## What you will do
Every record below must be retyped exactly, with the pictures left out.
'''
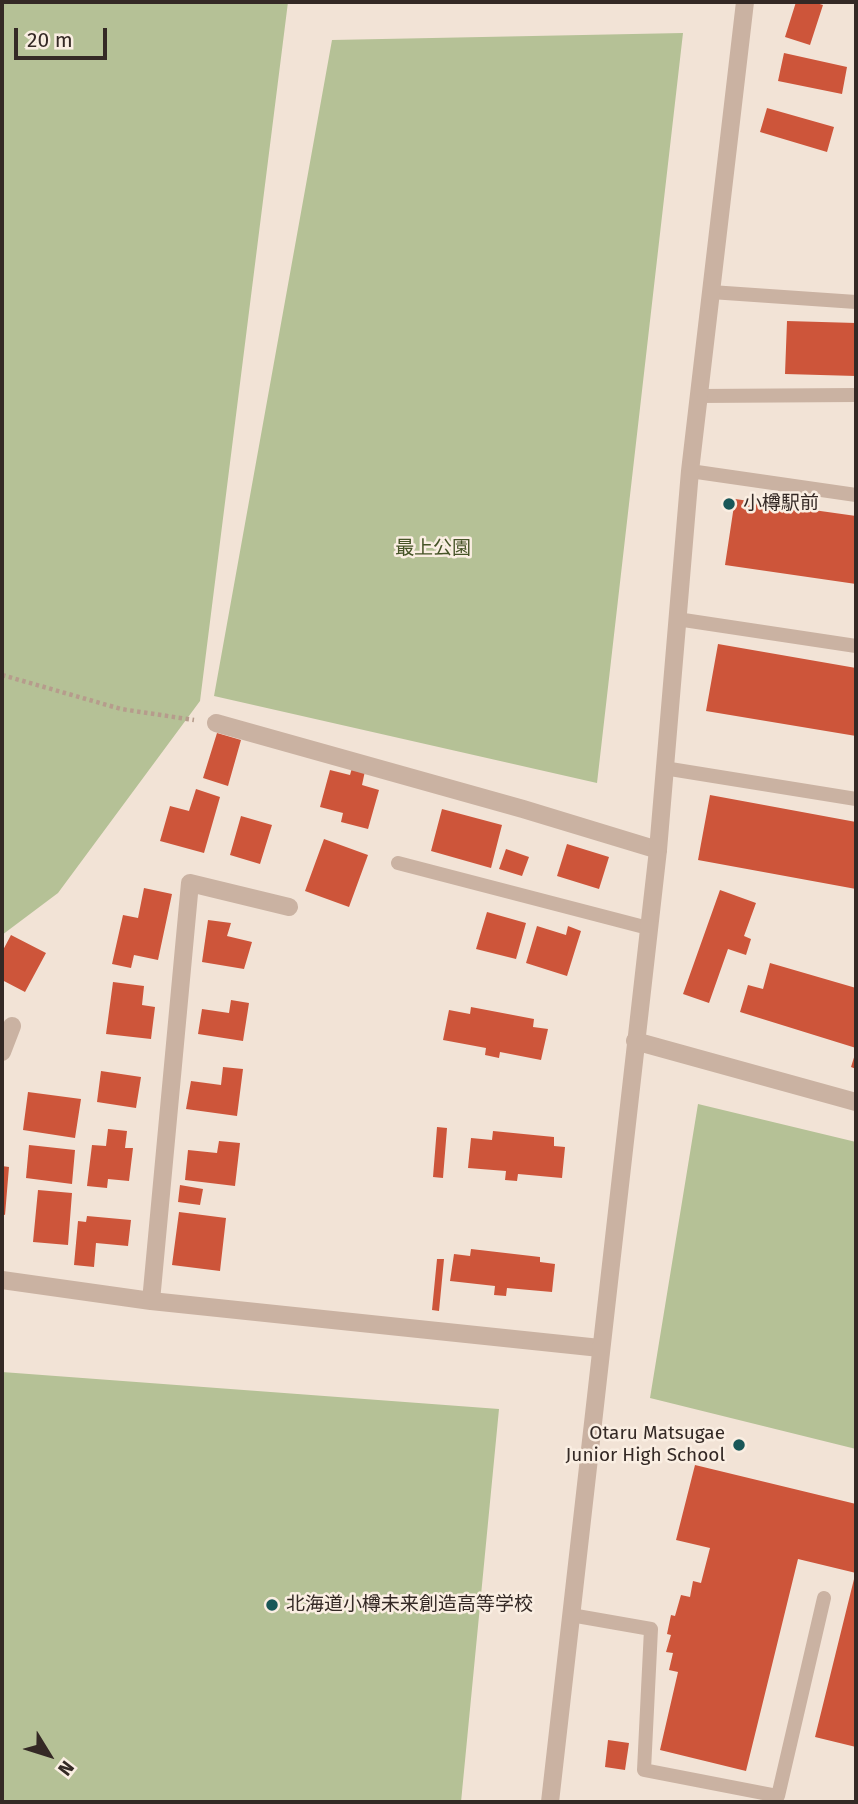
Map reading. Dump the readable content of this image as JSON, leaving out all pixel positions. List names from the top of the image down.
{
  "parks": ["最上公園"],
  "places": ["小樽駅前", "Otaru Matsugae Junior High School", "北海道小樽未来創造高等学校"],
  "scale_bar": "20 m",
  "north": "bottom right"
}
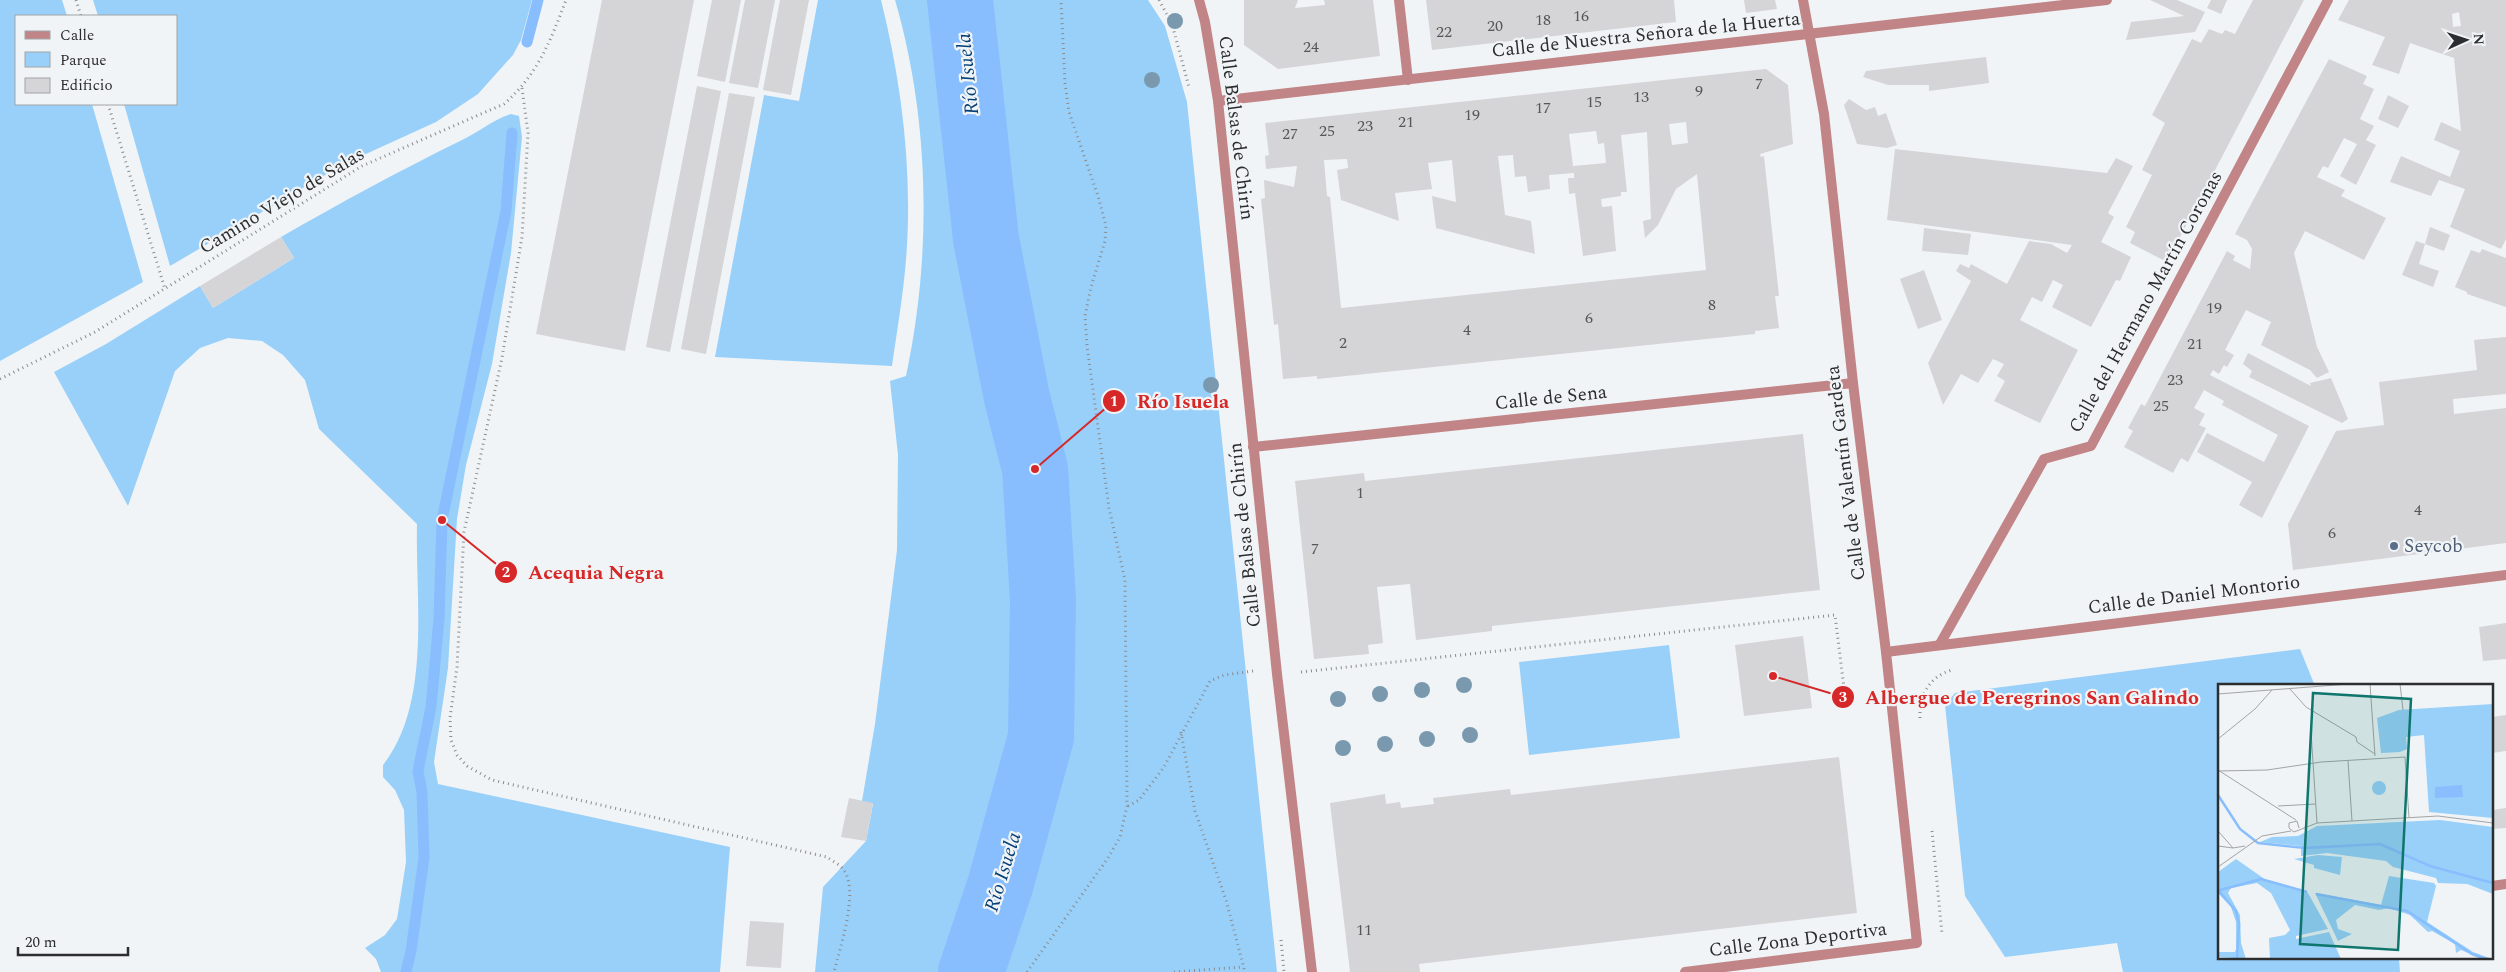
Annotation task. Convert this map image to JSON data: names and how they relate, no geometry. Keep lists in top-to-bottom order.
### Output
{
  "streets": {
    "street": [
      "Calle de Nuestra Señora de la Huerta",
      "Calle Balsas de Chirín",
      "Calle del Hermano Martín Coronas",
      "Calle de Sena",
      "Calle de Valentín Gardeta",
      "Calle de Daniel Montorio",
      "Calle Zona Deportiva"
    ],
    "path": ["Camino Viejo de Salas"]
  },
  "crossings": [
    ["Calle de Nuestra Señora de la Huerta", "Calle Balsas de Chirín"],
    ["Calle de Nuestra Señora de la Huerta", "Calle de Valentín Gardeta"],
    ["Calle Balsas de Chirín", "Calle de Sena"],
    ["Calle del Hermano Martín Coronas", "Calle de Daniel Montorio"],
    ["Calle de Sena", "Calle de Valentín Gardeta"],
    ["Calle de Valentín Gardeta", "Calle de Daniel Montorio"],
    ["Calle de Valentín Gardeta", "Calle Zona Deportiva"]
  ],
  "water": ["Río Isuela"],
  "places": [
    "Río Isuela",
    "Acequia Negra",
    "Seycob",
    "Albergue de Peregrinos San Galindo"
  ],
  "house_numbers": [
    "16",
    "18",
    "20",
    "22",
    "24",
    "7",
    "9",
    "13",
    "15",
    "17",
    "19",
    "21",
    "23",
    "25",
    "27",
    "8",
    "19",
    "6",
    "4",
    "2",
    "21",
    "23",
    "25",
    "1",
    "4",
    "6",
    "7",
    "11"
  ],
  "legend": ["Calle", "Parque", "Edificio"],
  "scale_bar": "20 m",
  "north": "right"
}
'''
## Exercise result
Map reading. Dump the readable content of this image as JSON, leaving out all pixel positions. List names from the top of the image down.
{
  "parks": ["最上公園"],
  "places": ["小樽駅前", "Otaru Matsugae Junior High School", "北海道小樽未来創造高等学校"],
  "scale_bar": "20 m",
  "north": "bottom right"
}
Annotation task. Convert this map image to JSON data: names and how they relate, no geometry. Keep lists in top-to-bottom order.
### Output
{
  "streets": {
    "street": [
      "Calle de Nuestra Señora de la Huerta",
      "Calle Balsas de Chirín",
      "Calle del Hermano Martín Coronas",
      "Calle de Sena",
      "Calle de Valentín Gardeta",
      "Calle de Daniel Montorio",
      "Calle Zona Deportiva"
    ],
    "path": ["Camino Viejo de Salas"]
  },
  "crossings": [
    ["Calle de Nuestra Señora de la Huerta", "Calle Balsas de Chirín"],
    ["Calle de Nuestra Señora de la Huerta", "Calle de Valentín Gardeta"],
    ["Calle Balsas de Chirín", "Calle de Sena"],
    ["Calle del Hermano Martín Coronas", "Calle de Daniel Montorio"],
    ["Calle de Sena", "Calle de Valentín Gardeta"],
    ["Calle de Valentín Gardeta", "Calle de Daniel Montorio"],
    ["Calle de Valentín Gardeta", "Calle Zona Deportiva"]
  ],
  "water": ["Río Isuela"],
  "places": [
    "Río Isuela",
    "Acequia Negra",
    "Seycob",
    "Albergue de Peregrinos San Galindo"
  ],
  "house_numbers": [
    "16",
    "18",
    "20",
    "22",
    "24",
    "7",
    "9",
    "13",
    "15",
    "17",
    "19",
    "21",
    "23",
    "25",
    "27",
    "8",
    "19",
    "6",
    "4",
    "2",
    "21",
    "23",
    "25",
    "1",
    "4",
    "6",
    "7",
    "11"
  ],
  "legend": ["Calle", "Parque", "Edificio"],
  "scale_bar": "20 m",
  "north": "right"
}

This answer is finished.